_Exercise description_. Your copy should hold every record exactly and no images.
__________
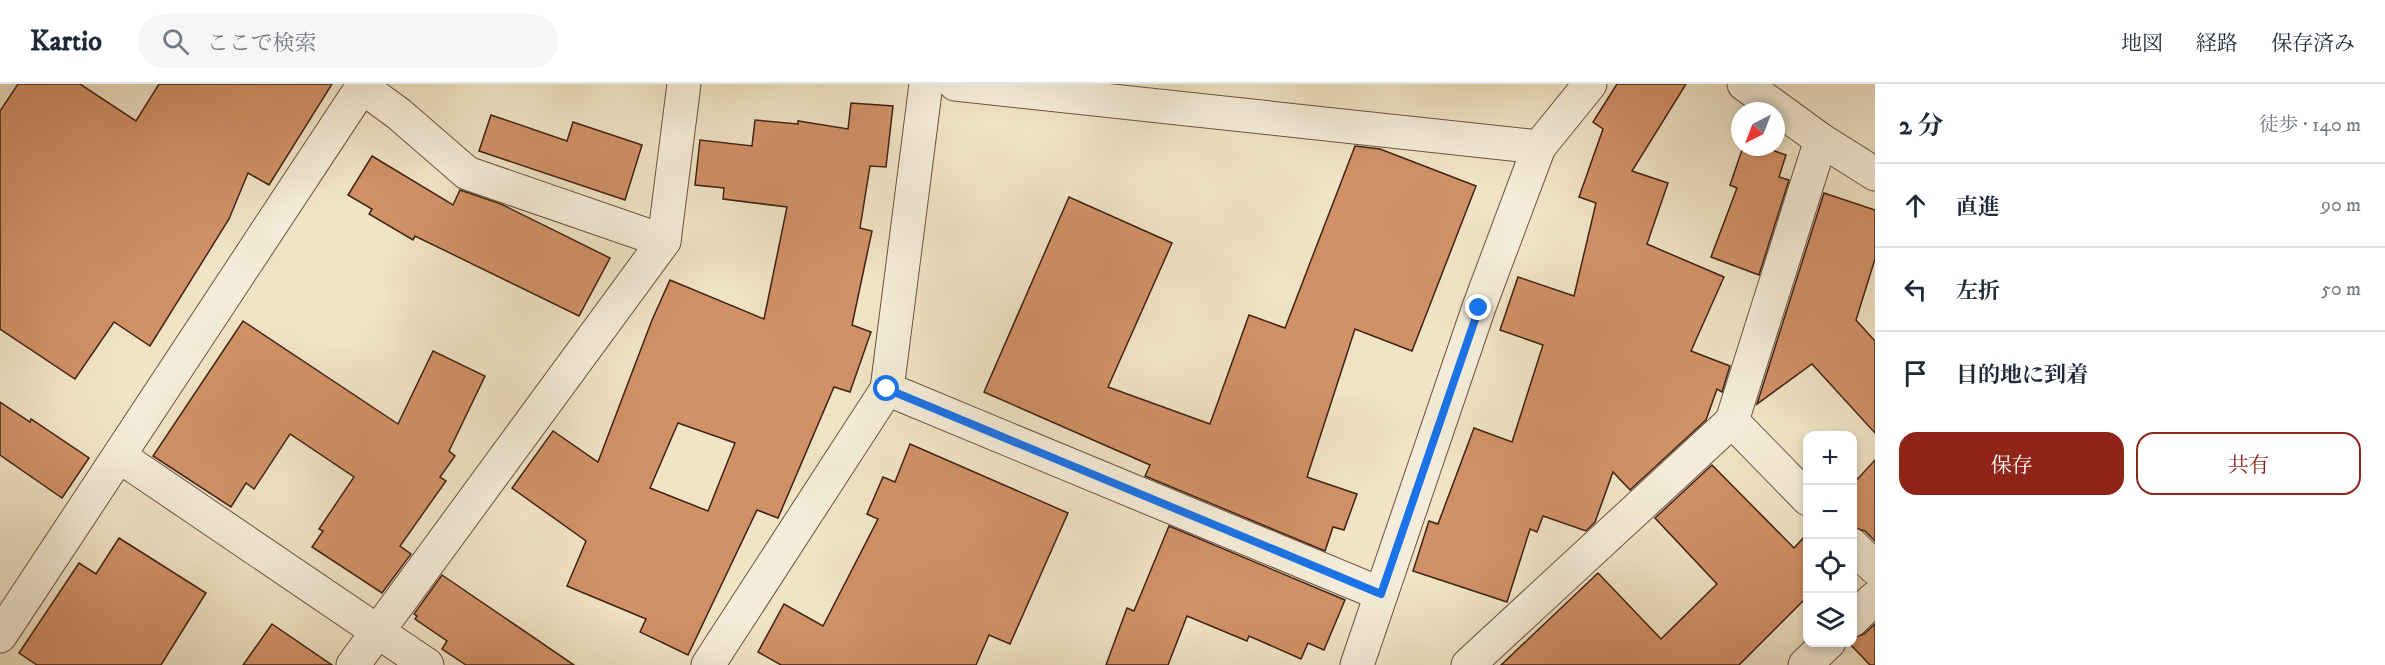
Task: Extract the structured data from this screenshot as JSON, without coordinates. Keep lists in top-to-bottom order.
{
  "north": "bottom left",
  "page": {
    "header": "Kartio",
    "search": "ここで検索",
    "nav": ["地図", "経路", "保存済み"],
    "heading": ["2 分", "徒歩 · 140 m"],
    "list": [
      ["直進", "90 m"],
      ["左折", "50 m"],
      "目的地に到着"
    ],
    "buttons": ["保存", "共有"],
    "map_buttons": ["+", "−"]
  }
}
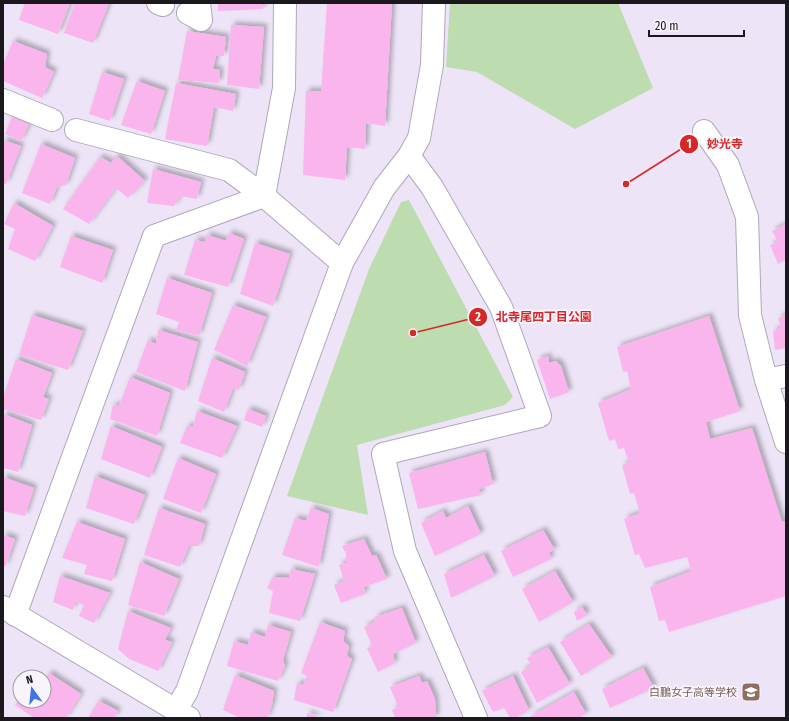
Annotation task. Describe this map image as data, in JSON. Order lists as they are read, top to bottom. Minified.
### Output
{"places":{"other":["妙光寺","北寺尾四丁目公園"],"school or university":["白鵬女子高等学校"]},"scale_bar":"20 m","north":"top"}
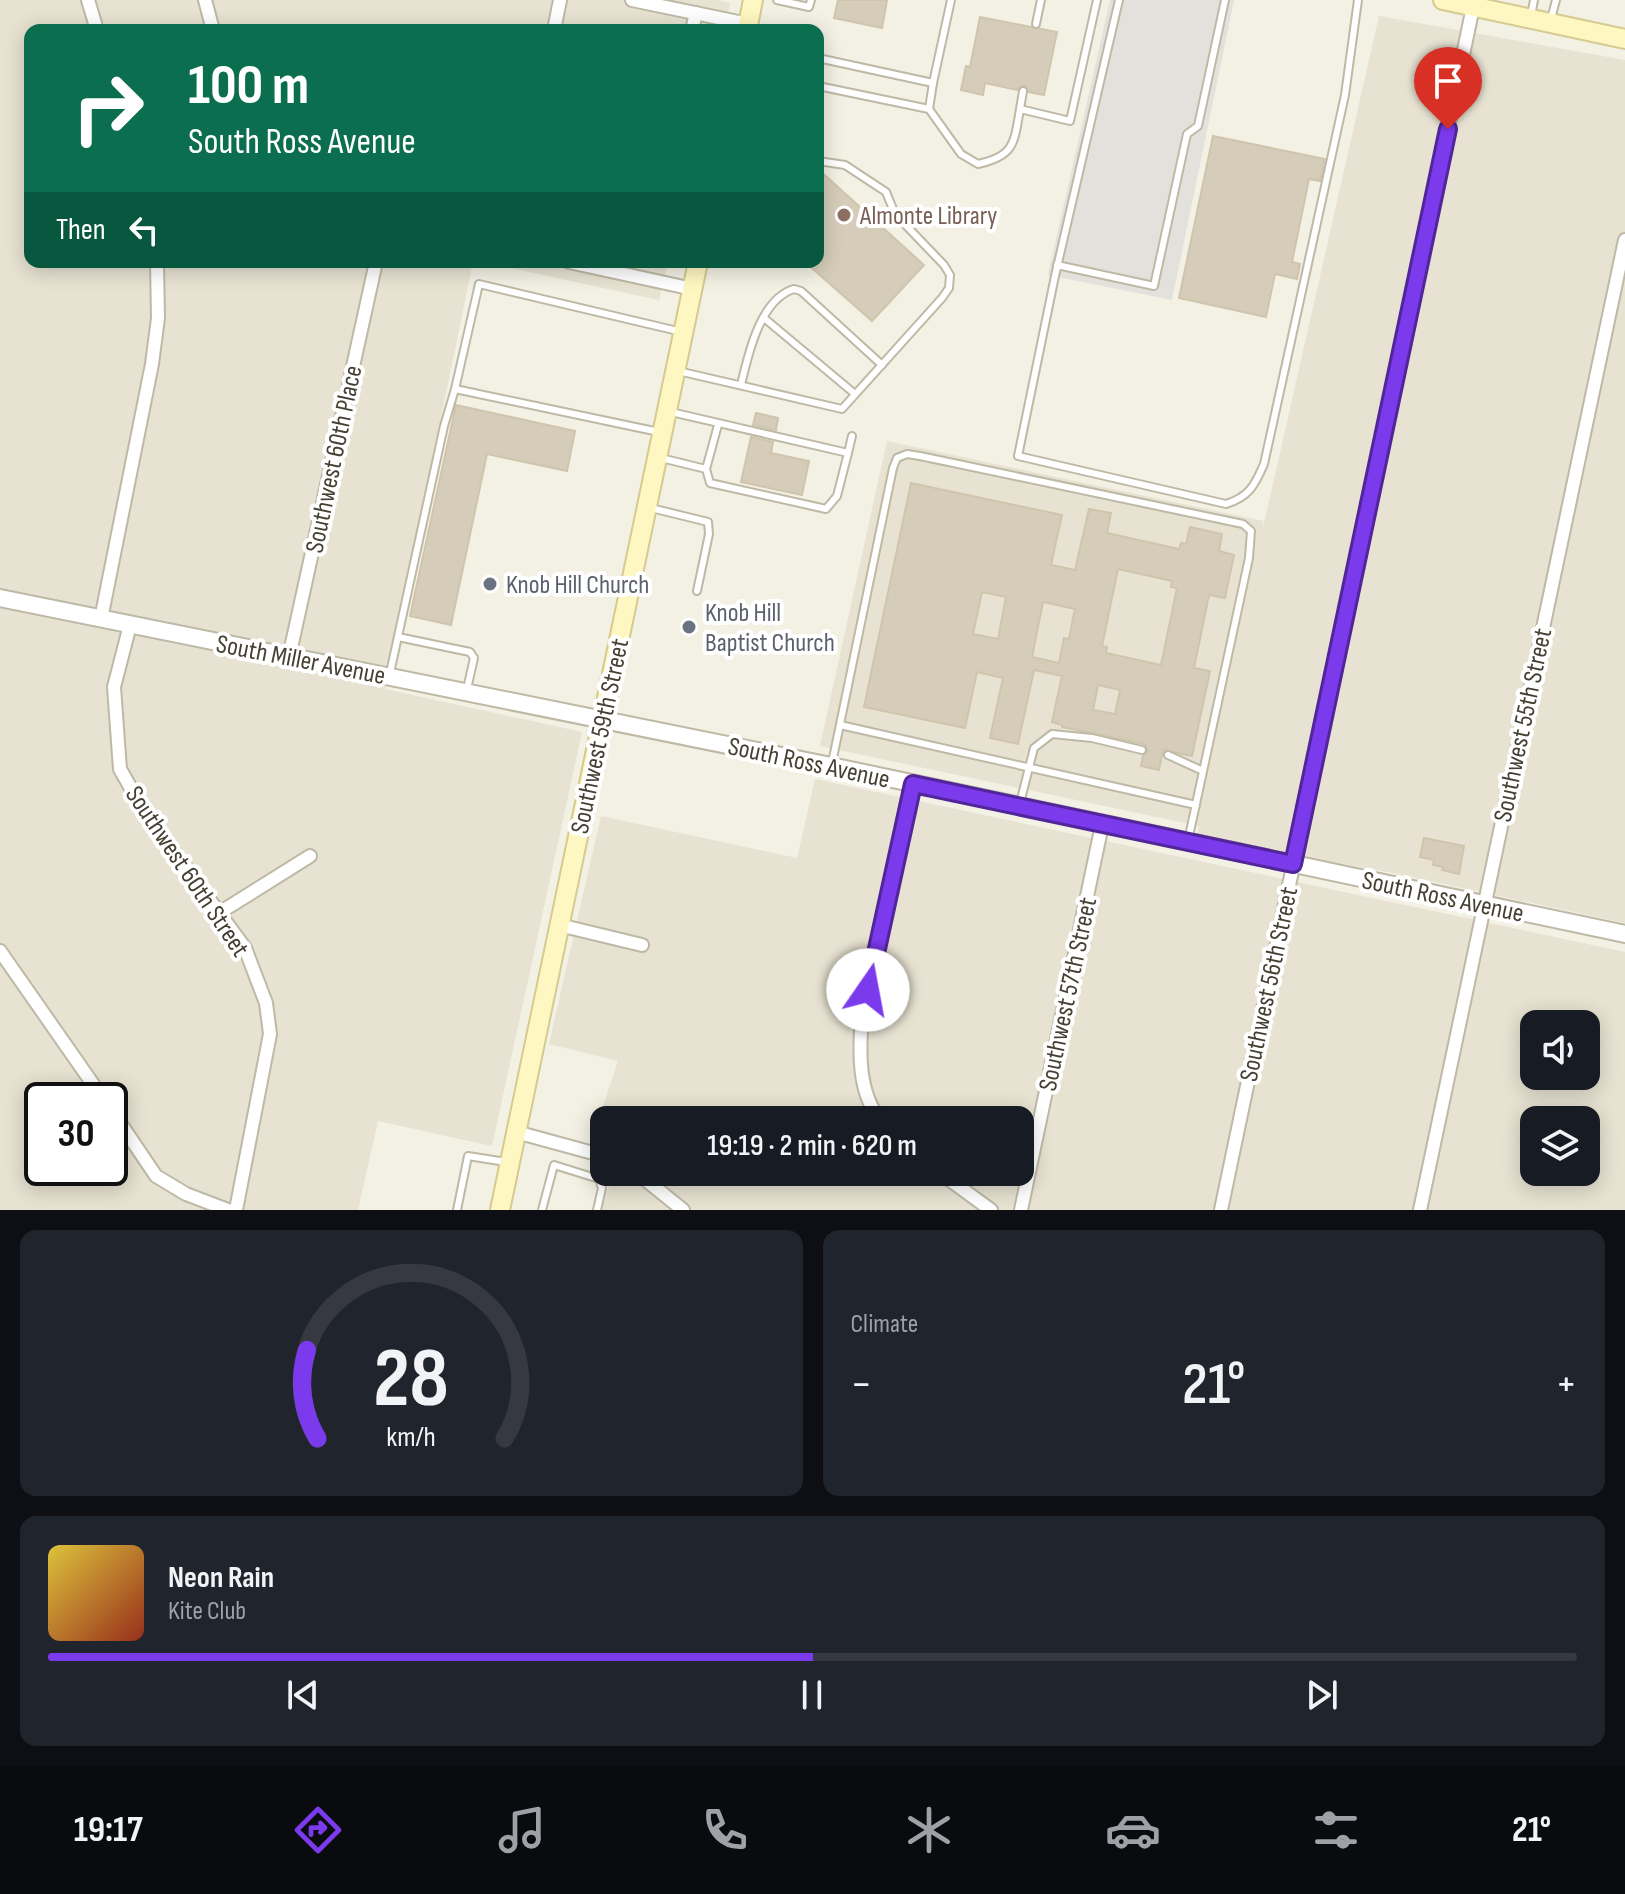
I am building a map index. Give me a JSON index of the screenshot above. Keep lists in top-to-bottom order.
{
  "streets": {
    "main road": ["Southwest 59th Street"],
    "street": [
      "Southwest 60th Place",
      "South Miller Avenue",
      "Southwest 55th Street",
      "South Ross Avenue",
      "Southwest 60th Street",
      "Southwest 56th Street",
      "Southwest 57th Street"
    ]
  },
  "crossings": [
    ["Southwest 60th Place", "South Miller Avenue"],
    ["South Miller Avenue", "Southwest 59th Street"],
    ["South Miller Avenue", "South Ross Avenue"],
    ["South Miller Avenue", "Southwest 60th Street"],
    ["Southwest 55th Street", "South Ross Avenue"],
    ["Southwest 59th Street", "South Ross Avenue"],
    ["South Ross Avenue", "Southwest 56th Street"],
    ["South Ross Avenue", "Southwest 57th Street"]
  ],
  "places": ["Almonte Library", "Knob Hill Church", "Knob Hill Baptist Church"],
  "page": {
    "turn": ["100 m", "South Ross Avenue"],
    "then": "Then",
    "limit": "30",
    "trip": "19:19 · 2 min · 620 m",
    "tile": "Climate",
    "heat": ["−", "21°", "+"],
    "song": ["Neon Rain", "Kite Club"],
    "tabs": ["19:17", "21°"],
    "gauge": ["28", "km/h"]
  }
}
__________
_The answer_.
Task: Extract the structured data from this screenshot as JSON, without coordinates. Keep lists in top-to-bottom order.
{
  "north": "bottom left",
  "page": {
    "header": "Kartio",
    "search": "ここで検索",
    "nav": ["地図", "経路", "保存済み"],
    "heading": ["2 分", "徒歩 · 140 m"],
    "list": [
      ["直進", "90 m"],
      ["左折", "50 m"],
      "目的地に到着"
    ],
    "buttons": ["保存", "共有"],
    "map_buttons": ["+", "−"]
  }
}
Annotation task. Describe this map image as data, in JSON. Order lists as they are read, top to bottom. Minified.
### Output
{"places":{"other":["妙光寺","北寺尾四丁目公園"],"school or university":["白鵬女子高等学校"]},"scale_bar":"20 m","north":"top"}
I am building a map index. Give me a JSON index of the screenshot above. Keep lists in top-to-bottom order.
{
  "streets": {
    "main road": ["Southwest 59th Street"],
    "street": [
      "Southwest 60th Place",
      "South Miller Avenue",
      "Southwest 55th Street",
      "South Ross Avenue",
      "Southwest 60th Street",
      "Southwest 56th Street",
      "Southwest 57th Street"
    ]
  },
  "crossings": [
    ["Southwest 60th Place", "South Miller Avenue"],
    ["South Miller Avenue", "Southwest 59th Street"],
    ["South Miller Avenue", "South Ross Avenue"],
    ["South Miller Avenue", "Southwest 60th Street"],
    ["Southwest 55th Street", "South Ross Avenue"],
    ["Southwest 59th Street", "South Ross Avenue"],
    ["South Ross Avenue", "Southwest 56th Street"],
    ["South Ross Avenue", "Southwest 57th Street"]
  ],
  "places": ["Almonte Library", "Knob Hill Church", "Knob Hill Baptist Church"],
  "page": {
    "turn": ["100 m", "South Ross Avenue"],
    "then": "Then",
    "limit": "30",
    "trip": "19:19 · 2 min · 620 m",
    "tile": "Climate",
    "heat": ["−", "21°", "+"],
    "song": ["Neon Rain", "Kite Club"],
    "tabs": ["19:17", "21°"],
    "gauge": ["28", "km/h"]
  }
}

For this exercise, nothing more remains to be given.